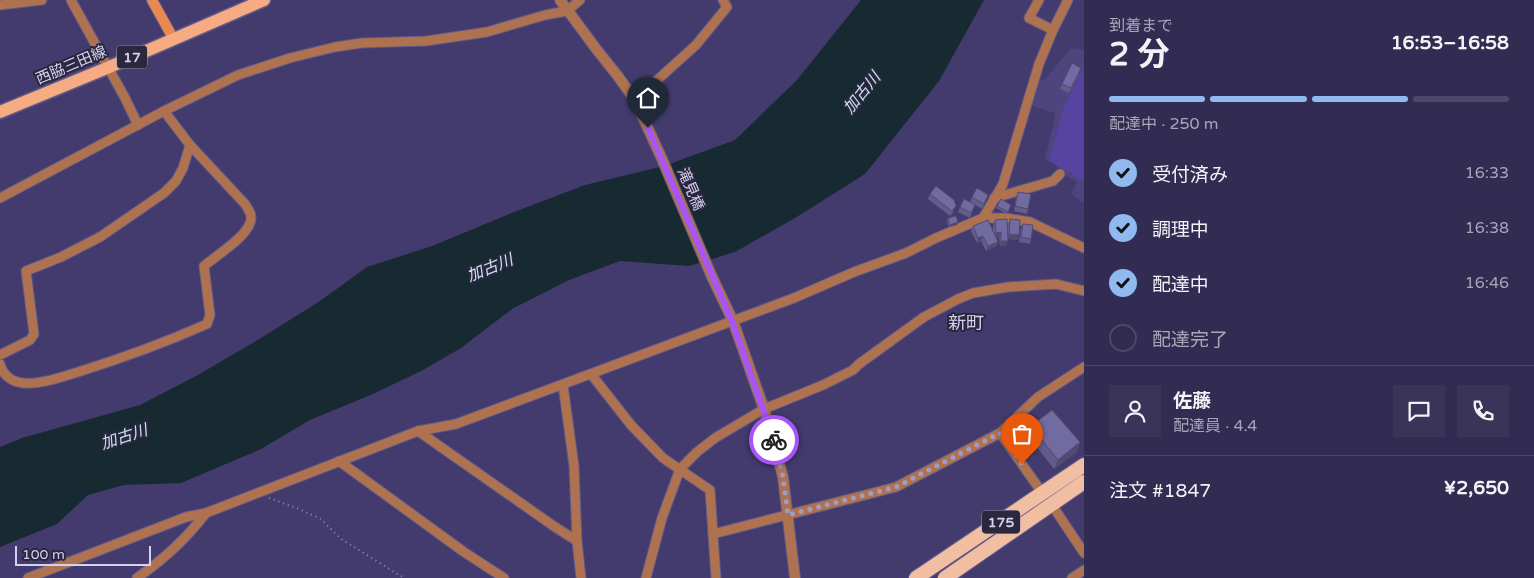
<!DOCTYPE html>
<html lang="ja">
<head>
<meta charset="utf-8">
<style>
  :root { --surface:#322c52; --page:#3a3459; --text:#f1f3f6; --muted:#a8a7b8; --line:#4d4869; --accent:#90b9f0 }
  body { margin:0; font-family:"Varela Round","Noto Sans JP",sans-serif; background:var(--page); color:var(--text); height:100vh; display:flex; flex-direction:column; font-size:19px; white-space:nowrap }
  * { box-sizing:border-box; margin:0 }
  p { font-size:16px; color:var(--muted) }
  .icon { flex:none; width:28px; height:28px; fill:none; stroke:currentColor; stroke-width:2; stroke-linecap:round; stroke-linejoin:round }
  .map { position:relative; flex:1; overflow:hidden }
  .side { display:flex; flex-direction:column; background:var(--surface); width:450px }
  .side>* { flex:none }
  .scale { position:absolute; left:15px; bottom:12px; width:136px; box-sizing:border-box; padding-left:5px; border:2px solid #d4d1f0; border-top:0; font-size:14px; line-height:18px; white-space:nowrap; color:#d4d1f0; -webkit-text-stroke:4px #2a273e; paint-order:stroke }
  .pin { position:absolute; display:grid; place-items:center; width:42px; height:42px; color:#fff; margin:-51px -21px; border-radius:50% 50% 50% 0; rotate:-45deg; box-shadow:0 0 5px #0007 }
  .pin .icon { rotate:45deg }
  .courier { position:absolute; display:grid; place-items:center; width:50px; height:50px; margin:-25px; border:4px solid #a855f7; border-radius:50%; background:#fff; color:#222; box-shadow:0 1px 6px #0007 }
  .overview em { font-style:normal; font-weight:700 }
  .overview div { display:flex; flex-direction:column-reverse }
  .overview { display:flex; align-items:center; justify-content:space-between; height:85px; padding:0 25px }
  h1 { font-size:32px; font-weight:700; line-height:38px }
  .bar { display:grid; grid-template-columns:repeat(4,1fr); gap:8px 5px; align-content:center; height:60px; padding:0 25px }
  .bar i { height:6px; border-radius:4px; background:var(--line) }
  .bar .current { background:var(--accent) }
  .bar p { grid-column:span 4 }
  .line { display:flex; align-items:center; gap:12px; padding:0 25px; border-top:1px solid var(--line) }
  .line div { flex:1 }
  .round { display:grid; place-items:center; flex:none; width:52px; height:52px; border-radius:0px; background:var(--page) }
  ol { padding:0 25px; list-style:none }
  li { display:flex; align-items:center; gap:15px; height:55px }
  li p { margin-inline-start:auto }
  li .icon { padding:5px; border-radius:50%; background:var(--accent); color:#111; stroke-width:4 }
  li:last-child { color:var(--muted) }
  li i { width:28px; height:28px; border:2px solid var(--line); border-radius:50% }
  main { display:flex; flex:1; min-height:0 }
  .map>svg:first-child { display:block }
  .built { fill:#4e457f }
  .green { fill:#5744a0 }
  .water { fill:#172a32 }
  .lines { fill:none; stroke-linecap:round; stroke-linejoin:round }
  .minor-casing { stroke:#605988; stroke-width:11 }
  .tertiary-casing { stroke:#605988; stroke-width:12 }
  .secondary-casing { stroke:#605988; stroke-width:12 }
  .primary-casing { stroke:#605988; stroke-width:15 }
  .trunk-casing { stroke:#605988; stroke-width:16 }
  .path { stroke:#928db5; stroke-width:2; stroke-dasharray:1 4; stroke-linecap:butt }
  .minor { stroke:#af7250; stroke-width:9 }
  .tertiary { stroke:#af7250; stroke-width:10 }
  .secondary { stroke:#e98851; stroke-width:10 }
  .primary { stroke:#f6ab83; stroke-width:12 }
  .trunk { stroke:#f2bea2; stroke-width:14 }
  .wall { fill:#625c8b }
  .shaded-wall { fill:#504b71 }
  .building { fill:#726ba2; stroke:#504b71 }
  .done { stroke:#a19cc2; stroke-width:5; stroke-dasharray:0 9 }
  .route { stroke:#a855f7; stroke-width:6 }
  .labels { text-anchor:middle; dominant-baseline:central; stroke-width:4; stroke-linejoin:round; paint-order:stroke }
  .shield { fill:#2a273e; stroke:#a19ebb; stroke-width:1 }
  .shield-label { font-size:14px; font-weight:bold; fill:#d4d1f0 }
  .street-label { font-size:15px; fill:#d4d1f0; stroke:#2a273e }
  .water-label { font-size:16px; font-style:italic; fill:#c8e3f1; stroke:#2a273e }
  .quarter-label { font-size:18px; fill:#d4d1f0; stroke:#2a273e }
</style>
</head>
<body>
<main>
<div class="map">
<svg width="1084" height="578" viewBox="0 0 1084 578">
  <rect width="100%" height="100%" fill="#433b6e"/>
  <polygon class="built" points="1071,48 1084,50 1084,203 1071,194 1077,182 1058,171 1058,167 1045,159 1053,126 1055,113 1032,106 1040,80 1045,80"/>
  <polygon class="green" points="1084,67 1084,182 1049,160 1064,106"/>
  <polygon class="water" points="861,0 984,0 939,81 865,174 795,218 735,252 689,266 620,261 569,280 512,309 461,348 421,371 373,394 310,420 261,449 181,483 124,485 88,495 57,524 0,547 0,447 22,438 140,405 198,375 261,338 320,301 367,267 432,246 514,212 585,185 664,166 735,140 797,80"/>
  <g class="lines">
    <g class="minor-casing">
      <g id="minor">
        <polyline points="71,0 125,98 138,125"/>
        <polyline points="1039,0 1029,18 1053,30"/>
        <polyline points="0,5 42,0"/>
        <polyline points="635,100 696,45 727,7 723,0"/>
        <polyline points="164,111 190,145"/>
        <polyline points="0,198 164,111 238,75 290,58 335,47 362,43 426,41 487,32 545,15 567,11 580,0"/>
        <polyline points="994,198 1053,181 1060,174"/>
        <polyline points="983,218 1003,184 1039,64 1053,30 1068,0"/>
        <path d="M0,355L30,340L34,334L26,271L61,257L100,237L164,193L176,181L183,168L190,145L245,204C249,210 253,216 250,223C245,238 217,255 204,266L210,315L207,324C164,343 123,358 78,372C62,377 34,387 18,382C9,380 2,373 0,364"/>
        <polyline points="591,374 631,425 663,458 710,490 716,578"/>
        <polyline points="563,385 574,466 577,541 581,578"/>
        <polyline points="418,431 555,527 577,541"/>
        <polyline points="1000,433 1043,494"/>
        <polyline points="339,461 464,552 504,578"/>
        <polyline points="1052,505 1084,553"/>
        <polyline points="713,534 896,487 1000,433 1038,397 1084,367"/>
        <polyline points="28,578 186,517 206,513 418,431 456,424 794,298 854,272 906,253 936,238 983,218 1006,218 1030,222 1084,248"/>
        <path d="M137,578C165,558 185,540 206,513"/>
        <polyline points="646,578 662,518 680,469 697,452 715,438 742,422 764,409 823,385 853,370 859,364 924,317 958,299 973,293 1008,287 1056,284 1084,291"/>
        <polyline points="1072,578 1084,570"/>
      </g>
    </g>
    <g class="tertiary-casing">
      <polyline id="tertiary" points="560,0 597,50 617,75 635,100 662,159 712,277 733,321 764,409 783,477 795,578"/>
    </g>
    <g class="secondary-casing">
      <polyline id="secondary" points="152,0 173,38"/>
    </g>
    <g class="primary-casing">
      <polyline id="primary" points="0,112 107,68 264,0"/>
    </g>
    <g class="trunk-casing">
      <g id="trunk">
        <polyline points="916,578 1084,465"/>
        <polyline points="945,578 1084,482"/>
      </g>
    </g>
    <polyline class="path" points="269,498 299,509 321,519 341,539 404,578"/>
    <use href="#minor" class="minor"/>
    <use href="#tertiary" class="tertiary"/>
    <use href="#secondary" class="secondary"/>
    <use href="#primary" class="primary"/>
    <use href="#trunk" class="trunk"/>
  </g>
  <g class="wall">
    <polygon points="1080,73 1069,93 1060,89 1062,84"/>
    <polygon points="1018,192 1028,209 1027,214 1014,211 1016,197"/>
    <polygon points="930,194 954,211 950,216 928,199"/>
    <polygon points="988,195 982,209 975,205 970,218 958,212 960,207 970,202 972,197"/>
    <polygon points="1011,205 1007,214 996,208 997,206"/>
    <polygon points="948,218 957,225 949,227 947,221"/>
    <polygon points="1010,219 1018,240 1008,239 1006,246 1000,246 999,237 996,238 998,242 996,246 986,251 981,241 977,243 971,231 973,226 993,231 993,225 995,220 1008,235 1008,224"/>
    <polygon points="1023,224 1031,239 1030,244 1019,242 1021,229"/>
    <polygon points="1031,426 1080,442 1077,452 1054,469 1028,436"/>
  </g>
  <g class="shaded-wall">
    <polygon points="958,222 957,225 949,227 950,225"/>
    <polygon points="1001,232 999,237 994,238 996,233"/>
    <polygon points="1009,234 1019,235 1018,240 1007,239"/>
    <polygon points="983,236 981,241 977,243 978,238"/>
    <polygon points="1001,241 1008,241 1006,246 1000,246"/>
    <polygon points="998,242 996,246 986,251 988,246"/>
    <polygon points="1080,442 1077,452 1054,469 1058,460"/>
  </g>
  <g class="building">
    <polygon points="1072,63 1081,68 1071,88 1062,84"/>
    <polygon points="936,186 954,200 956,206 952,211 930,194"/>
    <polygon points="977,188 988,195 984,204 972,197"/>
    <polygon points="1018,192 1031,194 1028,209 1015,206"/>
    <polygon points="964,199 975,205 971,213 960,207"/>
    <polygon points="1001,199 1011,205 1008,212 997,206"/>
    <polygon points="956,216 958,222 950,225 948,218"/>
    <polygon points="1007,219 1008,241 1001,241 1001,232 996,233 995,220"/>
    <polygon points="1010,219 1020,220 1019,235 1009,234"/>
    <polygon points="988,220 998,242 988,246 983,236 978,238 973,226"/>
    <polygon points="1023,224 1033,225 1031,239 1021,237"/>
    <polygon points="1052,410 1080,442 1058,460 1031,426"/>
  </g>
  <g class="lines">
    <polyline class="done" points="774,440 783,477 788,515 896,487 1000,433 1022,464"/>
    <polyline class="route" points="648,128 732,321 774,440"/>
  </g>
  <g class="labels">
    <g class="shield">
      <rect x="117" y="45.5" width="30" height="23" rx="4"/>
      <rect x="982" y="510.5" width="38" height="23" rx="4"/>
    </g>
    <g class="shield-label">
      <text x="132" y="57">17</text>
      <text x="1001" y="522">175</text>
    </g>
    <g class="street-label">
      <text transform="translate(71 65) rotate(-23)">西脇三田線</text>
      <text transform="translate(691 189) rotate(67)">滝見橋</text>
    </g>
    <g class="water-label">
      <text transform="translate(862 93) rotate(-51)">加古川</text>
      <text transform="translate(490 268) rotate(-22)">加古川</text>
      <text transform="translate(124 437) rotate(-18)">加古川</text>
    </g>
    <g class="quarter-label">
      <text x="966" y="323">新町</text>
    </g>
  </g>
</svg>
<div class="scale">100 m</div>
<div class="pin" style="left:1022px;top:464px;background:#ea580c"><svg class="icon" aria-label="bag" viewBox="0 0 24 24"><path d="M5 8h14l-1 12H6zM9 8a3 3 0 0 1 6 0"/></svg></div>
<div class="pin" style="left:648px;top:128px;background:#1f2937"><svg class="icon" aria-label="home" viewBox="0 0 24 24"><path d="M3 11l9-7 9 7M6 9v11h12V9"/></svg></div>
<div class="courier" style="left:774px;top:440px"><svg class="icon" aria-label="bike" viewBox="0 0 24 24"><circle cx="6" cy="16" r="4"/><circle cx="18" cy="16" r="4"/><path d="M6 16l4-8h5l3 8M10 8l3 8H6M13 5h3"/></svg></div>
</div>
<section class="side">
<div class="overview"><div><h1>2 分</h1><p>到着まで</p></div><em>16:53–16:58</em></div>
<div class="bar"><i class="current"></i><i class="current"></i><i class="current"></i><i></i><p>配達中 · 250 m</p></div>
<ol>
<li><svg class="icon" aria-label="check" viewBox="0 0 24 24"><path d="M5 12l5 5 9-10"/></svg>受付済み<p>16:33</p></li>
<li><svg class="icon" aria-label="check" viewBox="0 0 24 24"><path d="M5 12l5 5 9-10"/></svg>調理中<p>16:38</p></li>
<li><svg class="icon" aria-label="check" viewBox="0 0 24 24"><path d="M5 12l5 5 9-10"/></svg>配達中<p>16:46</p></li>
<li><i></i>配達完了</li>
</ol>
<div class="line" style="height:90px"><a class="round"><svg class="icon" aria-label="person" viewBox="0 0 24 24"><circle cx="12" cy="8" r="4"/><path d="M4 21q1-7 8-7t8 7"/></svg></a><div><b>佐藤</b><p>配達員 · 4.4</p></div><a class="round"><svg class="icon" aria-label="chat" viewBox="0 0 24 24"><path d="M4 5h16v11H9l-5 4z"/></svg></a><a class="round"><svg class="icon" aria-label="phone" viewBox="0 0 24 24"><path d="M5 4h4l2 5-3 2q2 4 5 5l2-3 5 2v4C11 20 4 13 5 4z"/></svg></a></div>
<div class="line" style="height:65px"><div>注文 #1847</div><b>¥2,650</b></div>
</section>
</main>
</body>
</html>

--- WHAT THE EXERCISE ASKS ---
Using the material above, please count the lines in which the word "body" occurs and give the number with nothing added.

--- TASK SOLUTION ---
3